Is the APR ecu upgrade worth the $ ??


----------



## lorge1989 (Sep 3, 2008)

MKVjettawlfsburg said:


> Is the APR ecu upgrade worth the $ ??


You can rev safely to 7 or 8 grand. Just don't shift up there if you have an O2J transmission (aka 5 speed). Also I wouldn't do this all the time because **** will break. 

If you are wondering the stock rev limiter for most 1.8ts it is about 6,750 rpm.


----------



## volxwagen (Apr 4, 2011)

Does "curiosity killed the cat" ring a bell?? are you really going to rev the engine to see if it bounces off the limiter or not?? now when it doesnt you just proved to yourself, that you are a dumbass, almost killed your motor, and possilby destroyed wats left of your bearings...

Lets put a knife in the wall outlet to see if it has live current.. -_- let me know how it goes for you... ill be busy checking to see if my engine can run on no oil for 2 months  just as a test..


----------



## MKVjettawlfsburg (Jan 20, 2011)

volxwagen said:


> Does "curiosity killed the cat" ring a bell?? are you really going to rev the engine to see if it bounces off the limiter or not?? now when it doesnt you just proved to yourself, that you are a dumbass, almost killed your motor, and possilby destroyed wats left of your bearings...
> 
> Lets put a knife in the wall outlet to see if it has live current.. -_- let me know how it goes for you... ill be busy checking to see if my engine can run on no oil for 2 months  just as a test..

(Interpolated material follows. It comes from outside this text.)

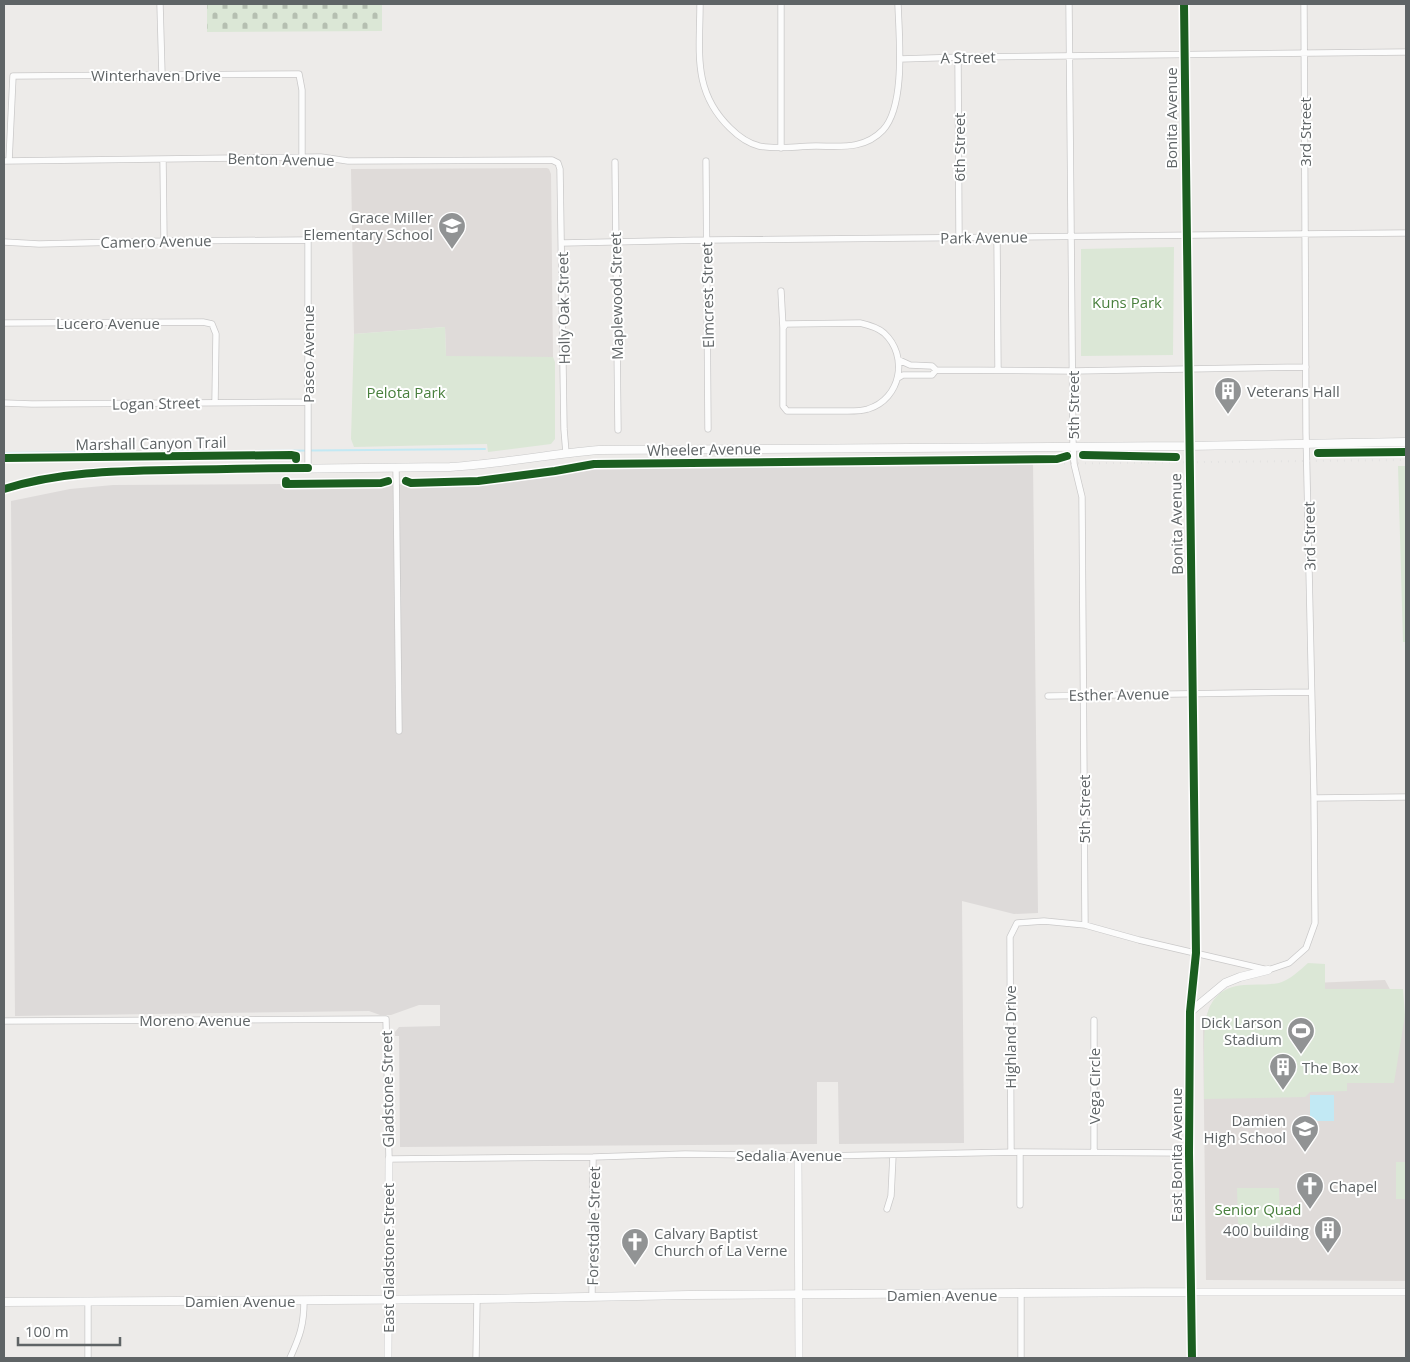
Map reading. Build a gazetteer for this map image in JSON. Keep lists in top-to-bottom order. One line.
{"streets":{"main road":["Bonita Avenue","Wheeler Avenue","East Bonita Avenue","Damien Avenue"],"street":["A Street","Winterhaven Drive","3rd Street","6th Street","Benton Avenue","Park Avenue","Camero Avenue","Elmcrest Street","Maplewood Street","Holly Oak Street","Lucero Avenue","Paseo Avenue","Logan Street","5th Street","Esther Avenue","Moreno Avenue","Highland Drive","Vega Circle","Gladstone Street","Sedalia Avenue","Forestdale Street","East Gladstone Street"],"cycle path":["Marshall Canyon Trail"]},"crossings":[["A Street","Bonita Avenue"],["A Street","3rd Street"],["A Street","6th Street"],["A Street","5th Street"],["Winterhaven Drive","Benton Avenue"],["Bonita Avenue","Park Avenue"],["Bonita Avenue","Wheeler Avenue"],["Bonita Avenue","Esther Avenue"],["Bonita Avenue","East Bonita Avenue"],["3rd Street","Park Avenue"],["3rd Street","Wheeler Avenue"],["3rd Street","Esther Avenue"],["6th Street","Park Avenue"],["Benton Avenue","Holly Oak Street"],["Park Avenue","Elmcrest Street"],["Park Avenue","Maplewood Street"],["Park Avenue","Holly Oak Street"],["Park Avenue","5th Street"],["Camero Avenue","Paseo Avenue"],["Holly Oak Street","Wheeler Avenue"],["Lucero Avenue","Logan Street"],["Paseo Avenue","Logan Street"],["Paseo Avenue","Wheeler Avenue"],["5th Street","Wheeler Avenue"],["5th Street","Esther Avenue"],["5th Street","Highland Drive"],["Moreno Avenue","Gladstone Street"],["Highland Drive","Sedalia Avenue"],["Vega Circle","Sedalia Avenue"],["Gladstone Street","Sedalia Avenue"],["Gladstone Street","East Gladstone Street"],["Sedalia Avenue","East Bonita Avenue"],["Sedalia Avenue","Forestdale Street"],["Sedalia Avenue","East Gladstone Street"],["East Bonita Avenue","Damien Avenue"],["Forestdale Street","Damien Avenue"],["East Gladstone Street","Damien Avenue"]],"parks":["Kuns Park","Pelota Park","Senior Quad"],"places":{"school or university":["Grace Miller Elementary School","Damien High School"],"building":["Veterans Hall","The Box","400 building"],"sports":["Dick Larson Stadium"],"church":["Chapel","Calvary Baptist Church of La Verne"]},"scale_bar":"100 m"}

WTF?? im not doing it for fun you retard


----------



## jaso028 (Aug 12, 2007)

:laugh:


----------



## rex_racer (May 19, 2001)

The engine will cut out when you hit the actual redline. Unfortunately, unlike a japanese car, you can't bounce the tach. I believe I was able to get it to 7200 before reaching the cut off. I believe the redline on the dash cluster itself is at 6800. However, as others have stated, if you're on a stock turbo you won't see much power past 6000rpm, let alone redline. However in an autox/track situations the extra room to rev comes in handy. The head is really the limiter on safely revving the motor out past 7500. The 1.8T forum can give further specifics on that.


----------



## jazzcat2001 (Mar 17, 2004)

there are safer ways of telling if your car has an ecu upgrade

find someone local with vag com and have them plug in to your car


----------



## brodijohnston (Nov 18, 2016)

Can a mk4 gti get a rev limiter to the rpms bounce at like 4000


----------